**PROBLEM DETAILS**
For every line in the data below that contains "direction", copy the line.

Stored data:

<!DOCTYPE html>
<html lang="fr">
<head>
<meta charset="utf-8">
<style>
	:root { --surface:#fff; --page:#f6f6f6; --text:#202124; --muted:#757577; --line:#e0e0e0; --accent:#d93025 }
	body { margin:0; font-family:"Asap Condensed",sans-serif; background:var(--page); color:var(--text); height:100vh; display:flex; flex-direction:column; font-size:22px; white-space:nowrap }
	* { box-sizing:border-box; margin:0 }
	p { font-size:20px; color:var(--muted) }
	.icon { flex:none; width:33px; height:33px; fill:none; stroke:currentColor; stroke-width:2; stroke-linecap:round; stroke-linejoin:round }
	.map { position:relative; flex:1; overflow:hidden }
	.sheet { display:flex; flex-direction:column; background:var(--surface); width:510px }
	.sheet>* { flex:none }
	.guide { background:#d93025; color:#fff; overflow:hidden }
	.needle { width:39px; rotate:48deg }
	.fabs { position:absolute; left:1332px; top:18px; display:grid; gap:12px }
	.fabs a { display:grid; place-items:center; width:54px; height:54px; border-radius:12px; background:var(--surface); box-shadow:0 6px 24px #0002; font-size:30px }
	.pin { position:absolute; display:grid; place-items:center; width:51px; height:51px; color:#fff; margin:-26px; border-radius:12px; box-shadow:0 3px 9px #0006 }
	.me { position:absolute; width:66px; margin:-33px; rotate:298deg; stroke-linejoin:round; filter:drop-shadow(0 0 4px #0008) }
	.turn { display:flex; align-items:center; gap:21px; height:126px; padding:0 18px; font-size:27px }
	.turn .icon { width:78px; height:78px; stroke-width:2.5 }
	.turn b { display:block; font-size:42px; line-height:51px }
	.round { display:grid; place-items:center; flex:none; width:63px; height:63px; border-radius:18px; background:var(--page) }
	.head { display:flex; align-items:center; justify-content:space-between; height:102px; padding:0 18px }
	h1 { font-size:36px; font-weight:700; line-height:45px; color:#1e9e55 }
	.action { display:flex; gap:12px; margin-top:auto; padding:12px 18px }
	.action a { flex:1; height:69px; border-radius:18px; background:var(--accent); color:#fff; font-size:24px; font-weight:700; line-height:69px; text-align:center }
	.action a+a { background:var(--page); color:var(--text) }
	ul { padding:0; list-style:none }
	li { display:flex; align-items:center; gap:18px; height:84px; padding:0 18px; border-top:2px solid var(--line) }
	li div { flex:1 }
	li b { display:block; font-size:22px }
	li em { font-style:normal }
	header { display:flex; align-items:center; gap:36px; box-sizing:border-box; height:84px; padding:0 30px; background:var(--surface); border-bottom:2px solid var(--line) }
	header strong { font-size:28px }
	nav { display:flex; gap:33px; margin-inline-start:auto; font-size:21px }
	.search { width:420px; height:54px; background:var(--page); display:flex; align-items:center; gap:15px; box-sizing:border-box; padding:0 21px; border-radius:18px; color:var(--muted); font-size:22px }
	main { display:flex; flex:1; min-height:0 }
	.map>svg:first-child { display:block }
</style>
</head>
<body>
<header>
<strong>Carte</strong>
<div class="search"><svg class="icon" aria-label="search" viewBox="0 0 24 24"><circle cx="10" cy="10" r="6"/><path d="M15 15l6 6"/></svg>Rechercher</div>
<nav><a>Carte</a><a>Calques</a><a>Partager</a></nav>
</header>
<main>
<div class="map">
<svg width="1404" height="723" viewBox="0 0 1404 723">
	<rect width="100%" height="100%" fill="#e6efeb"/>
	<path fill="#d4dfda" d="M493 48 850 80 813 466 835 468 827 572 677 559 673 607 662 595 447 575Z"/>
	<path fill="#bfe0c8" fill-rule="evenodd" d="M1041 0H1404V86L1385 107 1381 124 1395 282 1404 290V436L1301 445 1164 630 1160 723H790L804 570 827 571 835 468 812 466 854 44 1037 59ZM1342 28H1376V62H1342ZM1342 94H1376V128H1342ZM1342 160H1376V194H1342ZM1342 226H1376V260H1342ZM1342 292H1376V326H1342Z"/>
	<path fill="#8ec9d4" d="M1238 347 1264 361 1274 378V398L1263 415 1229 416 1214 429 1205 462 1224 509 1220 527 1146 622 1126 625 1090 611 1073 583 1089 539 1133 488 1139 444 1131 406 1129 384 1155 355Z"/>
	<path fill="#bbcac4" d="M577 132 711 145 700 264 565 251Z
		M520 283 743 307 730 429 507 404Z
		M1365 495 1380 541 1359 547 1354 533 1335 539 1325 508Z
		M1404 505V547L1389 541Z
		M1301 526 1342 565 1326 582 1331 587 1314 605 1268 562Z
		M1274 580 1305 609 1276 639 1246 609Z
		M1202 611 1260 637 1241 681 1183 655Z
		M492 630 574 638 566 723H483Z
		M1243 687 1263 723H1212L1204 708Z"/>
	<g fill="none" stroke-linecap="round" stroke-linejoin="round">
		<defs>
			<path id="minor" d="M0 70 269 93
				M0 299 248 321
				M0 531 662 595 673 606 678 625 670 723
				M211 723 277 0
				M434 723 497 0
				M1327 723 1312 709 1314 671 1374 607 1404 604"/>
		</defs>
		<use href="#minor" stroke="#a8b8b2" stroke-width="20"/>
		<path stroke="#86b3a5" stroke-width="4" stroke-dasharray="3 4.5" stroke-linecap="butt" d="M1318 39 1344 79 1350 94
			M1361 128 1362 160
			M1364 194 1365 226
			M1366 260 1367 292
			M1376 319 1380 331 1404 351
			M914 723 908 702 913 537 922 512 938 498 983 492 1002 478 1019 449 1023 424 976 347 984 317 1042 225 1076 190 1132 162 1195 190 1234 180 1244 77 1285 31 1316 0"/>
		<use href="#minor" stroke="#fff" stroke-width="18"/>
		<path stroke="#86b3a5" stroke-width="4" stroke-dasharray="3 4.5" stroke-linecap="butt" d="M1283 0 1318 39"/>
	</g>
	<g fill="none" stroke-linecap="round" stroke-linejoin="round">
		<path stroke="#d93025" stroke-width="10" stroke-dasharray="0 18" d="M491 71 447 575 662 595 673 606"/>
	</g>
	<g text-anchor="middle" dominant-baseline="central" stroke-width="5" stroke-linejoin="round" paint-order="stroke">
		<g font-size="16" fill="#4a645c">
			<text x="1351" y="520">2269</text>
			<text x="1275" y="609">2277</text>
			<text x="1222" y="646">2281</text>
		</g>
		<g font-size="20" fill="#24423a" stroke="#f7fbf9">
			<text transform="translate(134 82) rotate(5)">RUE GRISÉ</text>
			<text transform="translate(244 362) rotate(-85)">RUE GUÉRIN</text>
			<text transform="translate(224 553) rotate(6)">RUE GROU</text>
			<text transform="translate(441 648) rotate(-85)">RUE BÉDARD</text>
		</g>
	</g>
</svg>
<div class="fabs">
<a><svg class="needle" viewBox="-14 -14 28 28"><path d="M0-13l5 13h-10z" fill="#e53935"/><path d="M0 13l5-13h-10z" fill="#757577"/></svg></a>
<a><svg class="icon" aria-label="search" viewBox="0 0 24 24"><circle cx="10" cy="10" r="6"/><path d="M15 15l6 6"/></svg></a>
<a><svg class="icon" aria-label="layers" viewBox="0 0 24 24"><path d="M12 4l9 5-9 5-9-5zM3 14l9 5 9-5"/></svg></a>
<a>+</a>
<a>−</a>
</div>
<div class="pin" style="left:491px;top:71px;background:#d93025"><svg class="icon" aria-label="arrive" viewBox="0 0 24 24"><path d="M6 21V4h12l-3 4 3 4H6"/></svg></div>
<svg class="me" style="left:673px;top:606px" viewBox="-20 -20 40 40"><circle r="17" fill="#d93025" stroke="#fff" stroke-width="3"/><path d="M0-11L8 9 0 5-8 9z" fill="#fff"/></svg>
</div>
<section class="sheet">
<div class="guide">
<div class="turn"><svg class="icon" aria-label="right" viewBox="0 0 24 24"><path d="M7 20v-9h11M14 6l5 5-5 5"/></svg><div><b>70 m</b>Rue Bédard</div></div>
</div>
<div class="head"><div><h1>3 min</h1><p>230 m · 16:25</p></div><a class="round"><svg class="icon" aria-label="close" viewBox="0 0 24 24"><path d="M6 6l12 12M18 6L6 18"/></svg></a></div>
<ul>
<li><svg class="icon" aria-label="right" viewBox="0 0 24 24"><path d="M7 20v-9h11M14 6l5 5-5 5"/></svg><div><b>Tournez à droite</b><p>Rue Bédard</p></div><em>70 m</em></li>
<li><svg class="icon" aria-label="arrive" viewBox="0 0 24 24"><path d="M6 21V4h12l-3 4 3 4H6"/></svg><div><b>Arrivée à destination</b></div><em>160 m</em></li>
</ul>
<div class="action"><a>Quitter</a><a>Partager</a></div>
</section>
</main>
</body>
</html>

**REPLY**
	body { margin:0; font-family:"Asap Condensed",sans-serif; background:var(--page); color:var(--text); height:100vh; display:flex; flex-direction:column; font-size:22px; white-space:nowrap }
	.sheet { display:flex; flex-direction:column; background:var(--surface); width:510px }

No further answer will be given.